Tuesday, November 29, 2016

A sure and certain hope

My sermon for this week was based on Matthew 24:36-44.

To download an audio of my sermon, click here.

Happy New Year!  Liturgically speaking, of course.  We have now entered into the Advent season, and as such we move into a new liturgical year and start the great story of Judeo-Christianity all over again.

Each Sunday of Advent explores a different theme, and the theme for the First Sunday of Advent is Hope.  I would like to explore this theme a little.  Hope comes from Old English roots that mean "trust", so when we talk about a hope for the future, our hope in God, we are not talking about a wish: we wish the future would be like this or that, we wish God would do this for us.  We are talking about trust in the future will be good, trust that God is working in us and the world.

The passage that we have been given to explore hope is a little odd, and certainly difficult for most modern Christians because it is apocalyptic.  It deals quite clearly with the Second Coming of Christ, something in which the people to whom the author of Matthew was writing most certainly believed in, but something in which most modern Christians do not.  If they do, it is certainly not thought to be as immediate or imminent as in Matthew's time.

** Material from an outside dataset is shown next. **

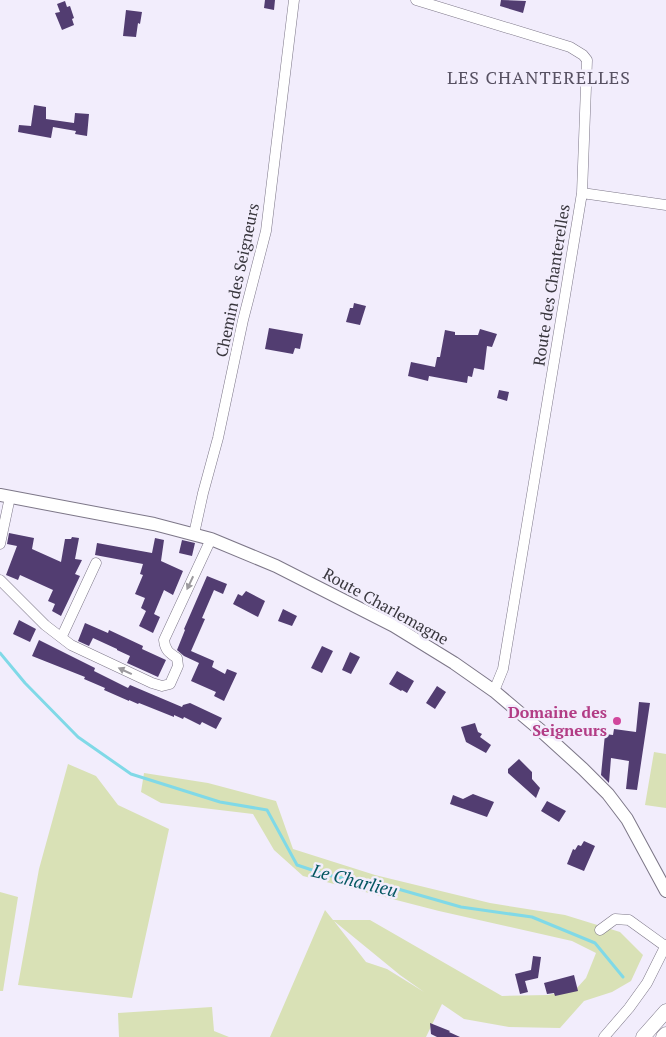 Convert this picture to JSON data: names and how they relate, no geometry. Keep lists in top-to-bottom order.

The Gospel of Matthew was written around 80-90 AD, ten or twenty years after the Temple had been destroyed by the Romans.  The destruction of the Temple was synonymous with the end of the world, such that "When the Temple falls" was used much in the same way you or I might say "When Hell freezes over".  The fall of the Temple was seen as impossible, but if it happened, it signaled the end of everything.

So these proto-Christians (at the time of Matthew's writing, the differentiation between Judaism and Christianity was by no means clear) were traumatized by the fall of the Temple.  They needed hope.

They also needed hope because not only were they being persecuted by the Romans who could not distinguish between them and Jews, but they were also being persecuted by their fellow Jews who felt that their movement was heretical.

They were alone and hopeless.  It was into this situation that Matthew wrote his Gospel.  It is a Gospel that foretells Christ coming back, and soon, to make things right: to overthrow the powers of oppression, to unify Judaism, to rebuild the Temple and the nation.

But there was a problem: he didn't come back.  He's still not back.  Despite the immediacy of Matthew's advice ("Keep awake therefore, for you do not know on what day your Lord is coming"), life had to continue as normal, people had to get back to the real world, and people had to find a new way to frame the Second Coming.

What does this mean for us as modern-day Christians?  I for one certainly don't live with the expectation that Jesus will come back tomorrow.

But what if I did?  What if we all did?

There is a phenomenon in psychology referred to as reactivity.  Broadly, this describes the fact that most people tend to act differently when they think they are being observed.  So while people can commit unspeakable acts when they think no one is watching, we also tend to act a little better when we think someone is keeping an eye on us.

Around Christmas, the lyrics to Santa Claus is Coming to Town go "He sees you when you're sleeping, he knows when you're awake, he knows when you've been bad or good so be good for goodness' sake".  Perhaps this was a way to keep children behaving around Christmas!

Let's be honest: if we knew Jesus was keeping track, if we knew Jesus would be back tomorrow or later on this afternoon, wouldn't we all act a little differently?  Wouldn't we all make an extra effort to be kind, loving, considerate and generous?  Wouldn't we all make an effort to mend fences with family and friends so we wouldn't have to report to Jesus that we can't get along with so-and-so?

So the question then becomes: why don't we act that way all the time?

Maybe Jesus will come back, literally, bodily, in person and in the flesh.  Maybe he won't.  But I don't believe that really matters.  Jesus said repeatedly, in one way or another, "The Kingdom of God is within you".

I have hope for this Kingdom, meaning I trust in this Kingdom.  I hope and trust that the kingdom of God, which the returned Christ would ostensibly bring about, is actually possible without him bodily returning, because the Kingdom is that state which could exist on earth if only a critical mass of people would stop being such jerks to each other.

The kingdom of God is marked by all the things Jesus was: kind, loving, caring, compassionate, merciful, forgiving.  If we could all be like that, the Kingdom would literally be here.

Over the course of this Advent season, as we anticipate the coming of Jesus Christ as we relate the Nativity story, let us all redouble our efforts, to do our part to hope and trust in that Kingdom in which all are loved, all are accepted, and all are welcome.